Any ideas as to what is causing the issue? Other two nodes are fine.
 
Does the filesystem for /var/lib/ceph on that node has any issues?
What kind of storage is used there?
How do I check that?

Its just basic bluestore OSD's on cef storage.

Monitors show running, but manager on that node is 'unknown' still with timeout when I try to view monitor or storage info on that node.
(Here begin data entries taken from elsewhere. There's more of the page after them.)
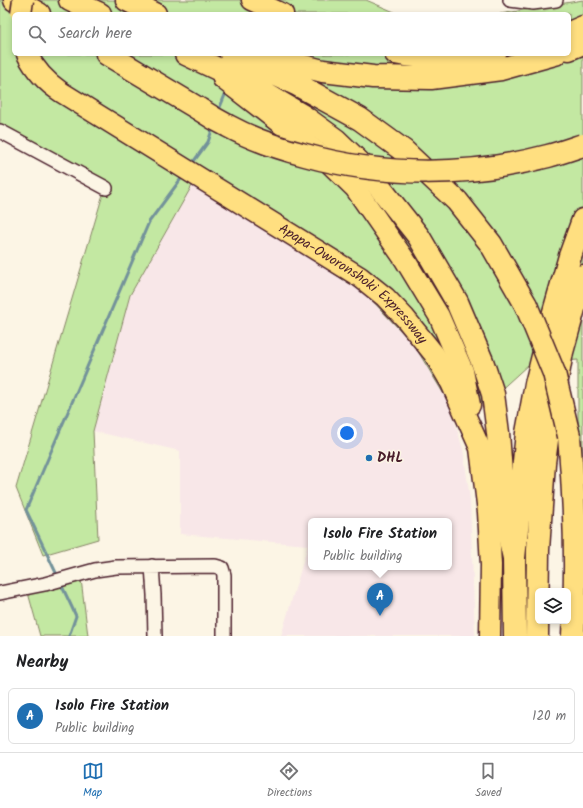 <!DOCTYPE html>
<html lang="en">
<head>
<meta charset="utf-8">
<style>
  :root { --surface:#fff; --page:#f6f6f6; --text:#202124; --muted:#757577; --line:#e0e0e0; --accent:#1f6fb2 }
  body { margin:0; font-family:Kalam,sans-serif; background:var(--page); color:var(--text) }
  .controls { position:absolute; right:12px; bottom:12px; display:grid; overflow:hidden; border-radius:6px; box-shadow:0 2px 6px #0003 }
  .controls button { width:36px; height:36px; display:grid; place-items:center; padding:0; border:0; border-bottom:1px solid var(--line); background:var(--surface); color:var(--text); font:20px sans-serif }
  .you { position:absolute; left:347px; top:433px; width:14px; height:14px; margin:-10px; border:3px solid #fff; border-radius:50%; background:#1a73e8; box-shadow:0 0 0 6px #1a73e833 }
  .badge { display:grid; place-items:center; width:26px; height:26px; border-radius:50%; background:var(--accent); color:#fff; font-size:13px; font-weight:700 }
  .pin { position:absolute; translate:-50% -33px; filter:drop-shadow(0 1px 2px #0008) }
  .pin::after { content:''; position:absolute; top:21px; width:14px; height:12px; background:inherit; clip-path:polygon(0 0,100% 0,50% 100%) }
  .popup { position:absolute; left:308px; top:518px; width:144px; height:52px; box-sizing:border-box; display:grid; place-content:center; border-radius:6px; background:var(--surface); filter:drop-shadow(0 1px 3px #0005); font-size:13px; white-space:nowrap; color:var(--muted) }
  .popup b { font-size:15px; color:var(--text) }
  .popup::after { content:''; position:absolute; left:50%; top:100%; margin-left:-8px; border:8px solid transparent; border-top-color:var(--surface) }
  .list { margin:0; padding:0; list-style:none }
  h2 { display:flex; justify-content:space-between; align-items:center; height:52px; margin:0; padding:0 16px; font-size:17px }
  h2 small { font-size:13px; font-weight:400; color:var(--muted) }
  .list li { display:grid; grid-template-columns:26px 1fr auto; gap:12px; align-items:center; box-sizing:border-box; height:56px; margin:0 8px 8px; padding:0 8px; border:1px solid var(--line); border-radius:6px }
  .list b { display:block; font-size:15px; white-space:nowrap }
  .list p { margin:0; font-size:13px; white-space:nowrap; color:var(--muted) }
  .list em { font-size:13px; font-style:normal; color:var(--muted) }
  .icon { flex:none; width:22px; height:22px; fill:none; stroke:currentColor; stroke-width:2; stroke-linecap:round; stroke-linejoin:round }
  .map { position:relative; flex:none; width:583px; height:636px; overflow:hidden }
  .search { position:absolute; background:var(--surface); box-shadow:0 2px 6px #0003; left:12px; right:12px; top:12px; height:44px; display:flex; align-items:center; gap:10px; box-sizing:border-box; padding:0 14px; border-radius:6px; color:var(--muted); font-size:15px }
  .sheet { height:116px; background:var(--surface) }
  nav { display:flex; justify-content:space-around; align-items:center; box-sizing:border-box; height:56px; border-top:1px solid var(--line); background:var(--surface); font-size:11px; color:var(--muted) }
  nav a { display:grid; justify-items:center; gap:2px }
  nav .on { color:var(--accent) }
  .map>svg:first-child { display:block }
  .built { fill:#f8e7e8; fill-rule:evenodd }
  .green { fill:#c3e8a2; stroke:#868466 }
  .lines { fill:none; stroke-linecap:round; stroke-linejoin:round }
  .stream { stroke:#73929a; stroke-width:3 }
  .minor-casing { stroke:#4a1f2b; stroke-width:16 }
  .primary-casing { stroke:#4a1f2b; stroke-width:23 }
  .motorway-casing { stroke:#4a1f2b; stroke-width:25 }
  .minor { stroke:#fcf5e5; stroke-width:13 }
  .primary { stroke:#ffdf80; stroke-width:20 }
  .motorway { stroke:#ffdf80; stroke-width:22 }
  .primary-bridge-casing { stroke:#4a1f2b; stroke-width:23; stroke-linecap:butt }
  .motorway-bridge-casing { stroke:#4a1f2b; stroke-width:25; stroke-linecap:butt }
  .primary-bridge { stroke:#ffdf80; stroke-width:20 }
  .motorway-bridge { stroke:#ffdf80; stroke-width:22 }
  .poi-dot { fill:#1f6fb2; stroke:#fcf5e5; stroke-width:1.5 }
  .labels { text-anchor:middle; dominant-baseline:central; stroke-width:3; stroke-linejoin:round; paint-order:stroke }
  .street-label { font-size:14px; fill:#4a1f2b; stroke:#fcf5e5 }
  .poi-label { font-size:14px; font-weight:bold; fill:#4a1f2b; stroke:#fcf5e5; text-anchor:start }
</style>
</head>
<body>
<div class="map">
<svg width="583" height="636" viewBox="0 0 583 636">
  <rect width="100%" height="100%" fill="#fcf5e5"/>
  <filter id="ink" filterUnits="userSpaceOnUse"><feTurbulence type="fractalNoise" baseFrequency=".025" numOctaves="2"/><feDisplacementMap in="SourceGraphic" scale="8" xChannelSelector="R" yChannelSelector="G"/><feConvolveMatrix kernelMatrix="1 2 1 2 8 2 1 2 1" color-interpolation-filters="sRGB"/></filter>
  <g filter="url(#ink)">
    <path class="built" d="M193 184 366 294 414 345 448 401 463 449 470 499 475 636H281L308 545 180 534V451L93 431 130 295ZM311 521H449V567H311Z"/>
    <path class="green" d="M0 0H366L399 14H14V54H569V14H500L583 0V457L578 420V360L529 364 485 404 448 401 414 345 366 294 193 184 130 295 93 431 98 539 43 555 16 488 106 184 0 129Z
      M81 579 88 636H40L25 582Z"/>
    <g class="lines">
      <path class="stream" d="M218 112 227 90
        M191 165 208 142 213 127
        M58 577 26 510 149 222 183 176
        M60 582 76 616 69 636"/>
      <defs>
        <path id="minor" d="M510 0 533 3 556 0
          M0 131 106 188
          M152 566 154 595 155 636
          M0 593 45 584 95 570 116 567 215 566 222 568 224 575V636"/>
        <g id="primary">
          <path d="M252 0 283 14"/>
          <path d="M569 32 583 26"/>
          <path id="s1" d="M27 54C35 70 46 82 61 92L360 277 385 297 405 318 434 354 451 383 480 448 488 512 491 565 490 636"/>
          <path d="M395 54C428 61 462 58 496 54"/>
          <path d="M223 79 321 155 355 188 405 260 439 316 463 371 470 405"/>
        </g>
        <path id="motorway" d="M15 0 39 14
          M70 0 100 14
          M127 0 155 14
          M569 49 583 43
          M107 54 199 109
          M186 54 245 82 303 116 336 140 362 165 419 237 457 302 482 361 493 394 498 433 504 513 514 558
          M231 54 298 85 360 119 404 151 457 201 491 244 526 305
          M256 54 323 71 373 77 431 78 501 69 555 54
          M569 436C575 503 577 570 573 636
          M515 636 514 558 527 433 536 384 554 312 570 256 583 220
          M537 636 538 550 544 463 549 424 562 352 583 276"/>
      </defs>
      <use href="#minor" class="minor-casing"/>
      <use href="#primary" class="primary-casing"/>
      <use href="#motorway" class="motorway-casing"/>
      <use href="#minor" class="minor"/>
      <use href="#primary" class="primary"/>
      <use href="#motorway" class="motorway"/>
      <defs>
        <path id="primary-bridge" d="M21 14 23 0"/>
        <path id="motorway-bridge" d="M199 109C208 115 218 121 228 126 252 139 278 148 305 155 384 177 469 177 548 156 560 153 571 149 583 145
          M526 305 554 373 569 436"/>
      </defs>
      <use href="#primary-bridge" class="primary-bridge-casing"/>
      <use href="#motorway-bridge" class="motorway-bridge-casing"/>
      <use href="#primary-bridge" class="primary-bridge"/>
      <use href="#motorway-bridge" class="motorway-bridge"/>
    </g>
  </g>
  <circle class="poi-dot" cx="369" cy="458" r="4"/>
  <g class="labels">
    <g class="street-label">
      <text stroke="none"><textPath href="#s1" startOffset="402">Apapa-Oworonshoki Expressway</textPath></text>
    </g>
    <g class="poi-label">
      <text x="377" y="458">DHL</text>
    </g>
  </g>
</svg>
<div class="controls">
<button><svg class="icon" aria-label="layers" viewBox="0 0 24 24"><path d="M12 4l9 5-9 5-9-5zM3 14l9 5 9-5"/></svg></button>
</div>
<div class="you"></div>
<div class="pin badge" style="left:380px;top:616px">A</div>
<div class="popup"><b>Isolo Fire Station</b>Public building</div>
<div class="search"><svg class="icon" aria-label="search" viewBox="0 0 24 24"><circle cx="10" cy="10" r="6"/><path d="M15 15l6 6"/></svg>Search here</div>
</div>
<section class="sheet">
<h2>Nearby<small></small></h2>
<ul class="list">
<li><span class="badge">A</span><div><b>Isolo Fire Station</b><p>Public building</p></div><em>120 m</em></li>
</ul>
</section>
<nav>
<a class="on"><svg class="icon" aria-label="map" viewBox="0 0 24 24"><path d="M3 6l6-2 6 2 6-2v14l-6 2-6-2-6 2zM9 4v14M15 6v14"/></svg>Map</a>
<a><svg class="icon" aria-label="directions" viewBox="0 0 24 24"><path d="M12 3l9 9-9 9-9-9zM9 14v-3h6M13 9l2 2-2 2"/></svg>Directions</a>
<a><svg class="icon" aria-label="saved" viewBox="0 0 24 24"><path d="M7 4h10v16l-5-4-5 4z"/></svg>Saved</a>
</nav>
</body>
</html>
No replication either.
 
No, the MON each has a local database stored in /var/lib/ceph/mon/…
The filesystem of that directory is crucial for the MON performance.

I have seen Ceph clusters where this filesystem was stored on cheap SD cards which were not able to deliver the performance needed for the MON operation.
 
No, the MON each has a local database stored in /var/lib/ceph/mon/…
The filesystem of that directory is crucial for the MON performance.

I have seen Ceph clusters where this filesystem was stored on cheap SD cards which were not able to deliver the performance needed for the MON operation.

Interesting. The install has been done on SD cards with the ceph storage using enterprise SSD's.